The move marks the first time in several years where the entry of Palestinians into Israel is fully prevented during a period that is not a Jewish holiday.
Tense day (Photo: Reuters)
The IDF said that despite the closure, the entry of Palestinians will be allowed in humanitarian and medical cases, as well as other exceptional circumstances, in light with Civil Administration approval. Meanwhile, the transfer of goods will continue normally.
During the closure, about 1,000 church employees, 550 teachers, 50 Waqf employees, and another 100 religious officials will be allowed to enter east Jerusalem despite the restrictive measures.
An Israeli motorist was hurt by Palestinian attackers Saturday, while several Palestinians were reportedly injured during clashes with security forces across the West Bank and Jerusalem.
The Israeli motorist sustained light wounds after his vehicle was hit by a Molotov cocktail Saturday night on Highway 443.
The man's son, who was also in the car, was not harmed in the attack. Border Guard police officers dispatched to the scene scoured the area for suspects.
Meir Ohayon, an eyewitness to the attack, told Ynet: "We saw an object being thrown.

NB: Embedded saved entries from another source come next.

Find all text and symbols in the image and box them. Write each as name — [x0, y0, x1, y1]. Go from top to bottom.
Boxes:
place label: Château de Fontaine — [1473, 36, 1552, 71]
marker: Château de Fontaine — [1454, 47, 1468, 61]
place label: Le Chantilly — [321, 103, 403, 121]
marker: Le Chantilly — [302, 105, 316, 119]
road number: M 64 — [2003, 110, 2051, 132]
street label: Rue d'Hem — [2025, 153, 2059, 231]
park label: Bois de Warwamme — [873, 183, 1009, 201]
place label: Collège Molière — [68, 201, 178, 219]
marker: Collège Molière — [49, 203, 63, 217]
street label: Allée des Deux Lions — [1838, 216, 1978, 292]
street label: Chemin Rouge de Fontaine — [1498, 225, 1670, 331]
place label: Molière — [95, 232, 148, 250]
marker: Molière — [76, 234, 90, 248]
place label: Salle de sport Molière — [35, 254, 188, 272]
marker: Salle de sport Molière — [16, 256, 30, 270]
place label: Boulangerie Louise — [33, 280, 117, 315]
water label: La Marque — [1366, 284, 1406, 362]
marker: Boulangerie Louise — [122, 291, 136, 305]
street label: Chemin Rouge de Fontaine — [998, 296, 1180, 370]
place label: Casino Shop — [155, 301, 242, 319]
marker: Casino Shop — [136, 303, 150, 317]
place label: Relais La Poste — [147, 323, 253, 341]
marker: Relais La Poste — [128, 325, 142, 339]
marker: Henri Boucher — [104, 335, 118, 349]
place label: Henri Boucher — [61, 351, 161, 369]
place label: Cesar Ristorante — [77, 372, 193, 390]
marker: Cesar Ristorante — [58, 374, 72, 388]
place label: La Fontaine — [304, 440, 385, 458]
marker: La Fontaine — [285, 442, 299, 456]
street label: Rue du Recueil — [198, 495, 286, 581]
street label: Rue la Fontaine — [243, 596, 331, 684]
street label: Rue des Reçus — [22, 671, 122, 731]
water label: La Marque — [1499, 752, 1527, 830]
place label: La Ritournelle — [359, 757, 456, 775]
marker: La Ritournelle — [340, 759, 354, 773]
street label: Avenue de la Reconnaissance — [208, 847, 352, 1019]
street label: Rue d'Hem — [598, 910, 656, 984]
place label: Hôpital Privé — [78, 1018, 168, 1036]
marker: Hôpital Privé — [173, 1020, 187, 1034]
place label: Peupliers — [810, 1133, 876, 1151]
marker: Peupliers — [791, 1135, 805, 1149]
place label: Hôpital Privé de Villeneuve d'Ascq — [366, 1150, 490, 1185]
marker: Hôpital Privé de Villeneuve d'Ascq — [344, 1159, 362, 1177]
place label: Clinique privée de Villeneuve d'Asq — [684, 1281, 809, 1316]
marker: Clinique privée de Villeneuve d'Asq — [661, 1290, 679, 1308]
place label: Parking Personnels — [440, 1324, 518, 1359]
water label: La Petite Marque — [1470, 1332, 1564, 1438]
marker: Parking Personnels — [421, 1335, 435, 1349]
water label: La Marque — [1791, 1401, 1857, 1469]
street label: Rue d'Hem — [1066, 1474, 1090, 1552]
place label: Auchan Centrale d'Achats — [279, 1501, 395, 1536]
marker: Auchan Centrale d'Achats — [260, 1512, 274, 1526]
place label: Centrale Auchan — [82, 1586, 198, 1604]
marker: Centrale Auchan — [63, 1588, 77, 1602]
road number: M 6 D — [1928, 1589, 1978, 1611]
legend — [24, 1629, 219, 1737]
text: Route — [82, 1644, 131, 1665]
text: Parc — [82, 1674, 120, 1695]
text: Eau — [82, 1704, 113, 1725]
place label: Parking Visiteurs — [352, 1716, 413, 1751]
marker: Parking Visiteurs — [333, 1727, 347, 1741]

When it hit the car, there was a flash of fire."
An earlier incident took place at the Kalandia checkpoint north of Jerusalem, where the Union of Palestinian Working Women's Committees – affiliated with the Democratic Front for the Liberation of Palestine (DFLP) – held a procession to mark International Women's Day.
During the rally, some 50 men and women attempted to breach the checkpoint while hurling stones and throwing Molotov cocktails at Israeli troops.
IDF forces clashed with the demonstrators and employed crowd dispersal means. According to the Palestinians, soldiers attacked a group of women and six of them suffered minor injuries. Following the incident, two Palestinians were arrested and the checkpoint was shut down for four hours.
In a separate incident in the village of Beit Omar, some 60 rioters, including a group of Israeli citizens, blocked a main traffic intersection and hurled stones at security forces to protest the security fence's construction.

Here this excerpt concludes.